Over and over again we see the deniers of the slippery slope, but it does exist. It’s evident with divorce, contraception and abortion.
Not denying that many of the same moral ills – unfaithfulness, promiscuity and excessive materialism – afflict the rest of the population, but we need to start closing the door somewhere. There are ills from this lifestyle, they have been identified, and a quick “nonsense” from you is hardly persuasive or helpful.
December 21st, 2012 | 10:09 pm
Being homosexual is not per se “destructive” or “dysfunctional” any more than being heterosexual is.
December 22nd, 2012 | 5:13 pm
Scott Rose, your proposed equivalence is not what is at issue.
Behavior. Consequences of sexual behavior.
That is the issue that cannot produce the sort of equivalence that perhaps you would claim through an extension of the equivalence you mistakenly propsed.
Do you think that those who’d engage in opposite-sexed sexual behavior ought to act as if it was no different in consequence and in moral reality from same-sex sexual behavior? At what level of generality? Or does your thinking leave you with an indifferent or even a hopeless shrug?
December 22nd, 2012 | 6:00 pm
James Bradshaw, regarding your misreading (“homosexuality be adopted by by the general heterosexual population”), I think the actual point is clarified in my response to Scott Rose.
Think of it as reverse-assimmilation whereby the general population adopts the atitude that complementary sexual behavior (man and woman) was the consequential and moral equivalent of same-sex sexual behavior.
Maybe you would not beckon society to go that way, I dunno.
Maybe you would expect the general homosexual population to adopt the attitude that same-sex sexual behavior is — at least metaphorically — the consequential and moral equivalent of complementary sexual behavior.

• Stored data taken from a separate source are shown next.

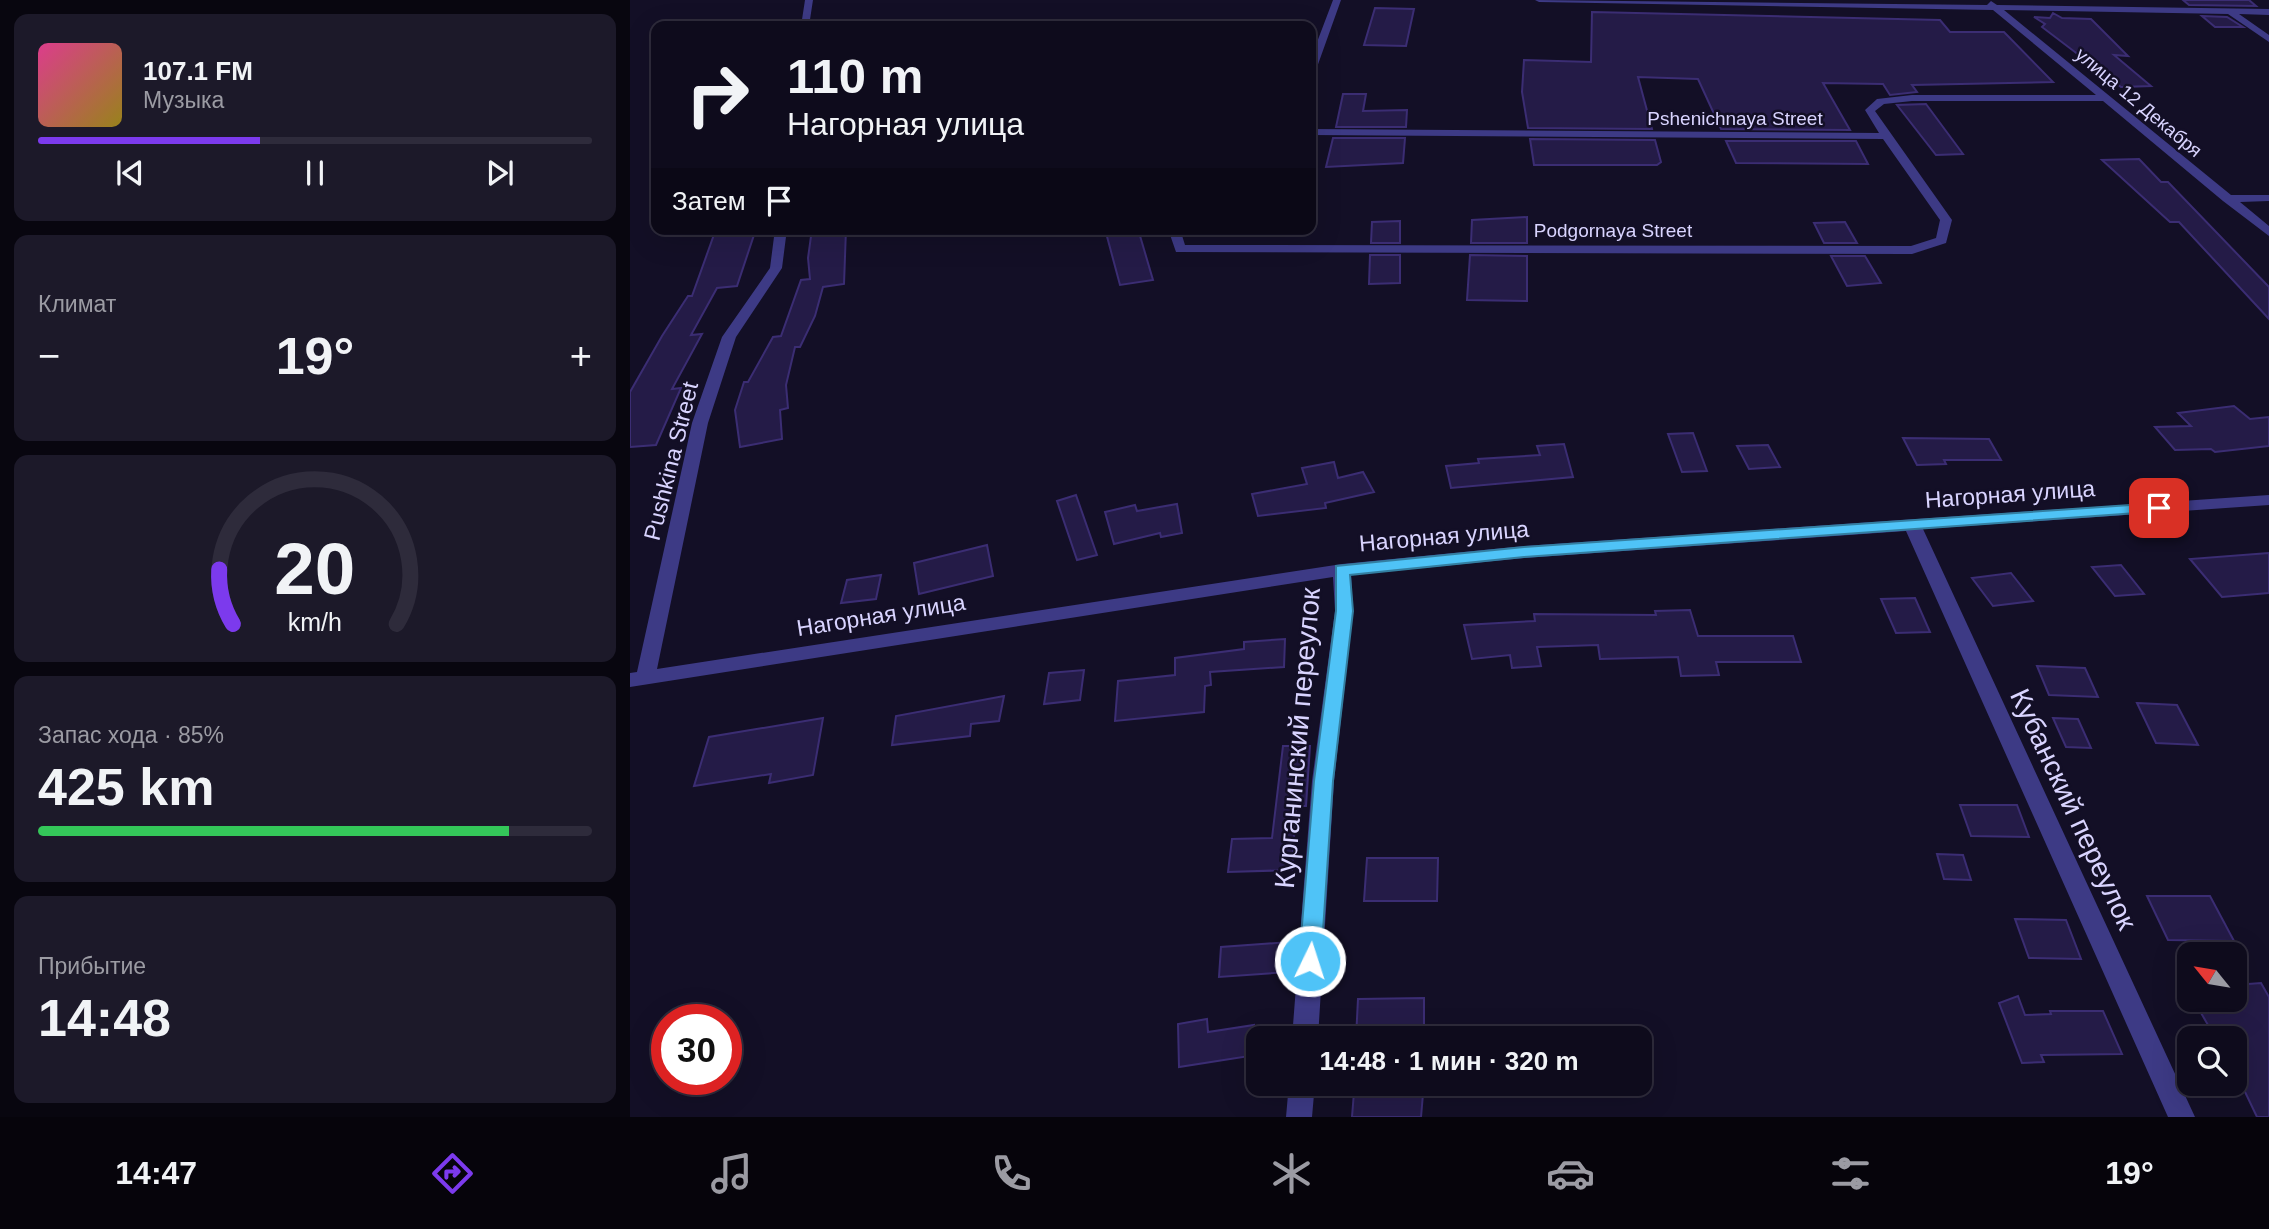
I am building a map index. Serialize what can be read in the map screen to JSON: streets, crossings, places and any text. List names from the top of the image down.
{
  "streets": {
    "street": [
      "улица 12 Декабря",
      "Pshenichnaya Street",
      "Podgornaya Street",
      "Pushkina Street",
      "Нагорная улица",
      "Курганинский переулок",
      "Кубанский переулок"
    ]
  },
  "crossings": [
    ["Pshenichnaya Street", "Podgornaya Street"],
    ["Pushkina Street", "Нагорная улица"],
    ["Нагорная улица", "Курганинский переулок"],
    ["Нагорная улица", "Кубанский переулок"]
  ],
  "north": "top left",
  "page": {
    "turn": ["110 m", "Нагорная улица"],
    "song": ["107.1 FM", "Музыка"],
    "then": "Затем",
    "tile": [
      "Климат",
      ["Запас хода · 85%", "425 km"],
      ["Прибытие", "14:48"]
    ],
    "heat": ["−", "19°", "+"],
    "limit": "30",
    "trip": "14:48 · 1 мин · 320 m",
    "tabs": ["14:47", "19°"],
    "gauge": ["20", "km/h"]
  }
}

Would that entail a public sexual morality that justified taboos against behaviors that are not assimilative in this way or would such moralism be inapt and unpalatable for those who’d engage in same-sex sexual behavior?
December 23rd, 2012 | 1:05 pm
Chairm writes: “Maybe you would not beckon society to go that way, I dunno. ”
My view is that we should seek the optimal solutions given reality as it is, not as we fantasize it to be in a world that doesn’t exist.
For gay men like myself who have no interest or capacity in “becoming straight”, this means living with a sense of integrity by avoiding promiscuity and seeking monogamy. For those who are predominantly heterosexual, it means channeling their drives towards heterosexual marriage.
This seems to me both plausible and humane. At the same time, it gives no allowance to anyone for living a life of unrestrained sexual license.
However, if you think there’s some reasonable expectation of convincing all gay men and women to live their entire lives as celibate virgins so that they can die alone, I’d simply say “good luck”.
December 27th, 2012 | 12:09 am
The if statement in you last paragraph does not reasonably follow from my previous comment.
Nor does it take into account the comment I addressed to Scott Rose and referenced at the top of my response to you.
I had asked Scott Rose a few basic questions. If you believe your thinking is plausible and humane, as you say, am interested in how you got from A to B.
Please clarify or illustrate your thinking by way of addressing what I had actually asked. Based on your comment, still “I dunno” what you mean.
December 27th, 2012 | 12:29 am
According to the census and related evidence, about 90% of the adult homosexual population does not reside in same-sex households. Participation rates are very low where SSM has been imposed or enacted. To hope for a huge reversal of this is to hope against reality as we find it and, perhaps, to promise a fantastical alternative reality.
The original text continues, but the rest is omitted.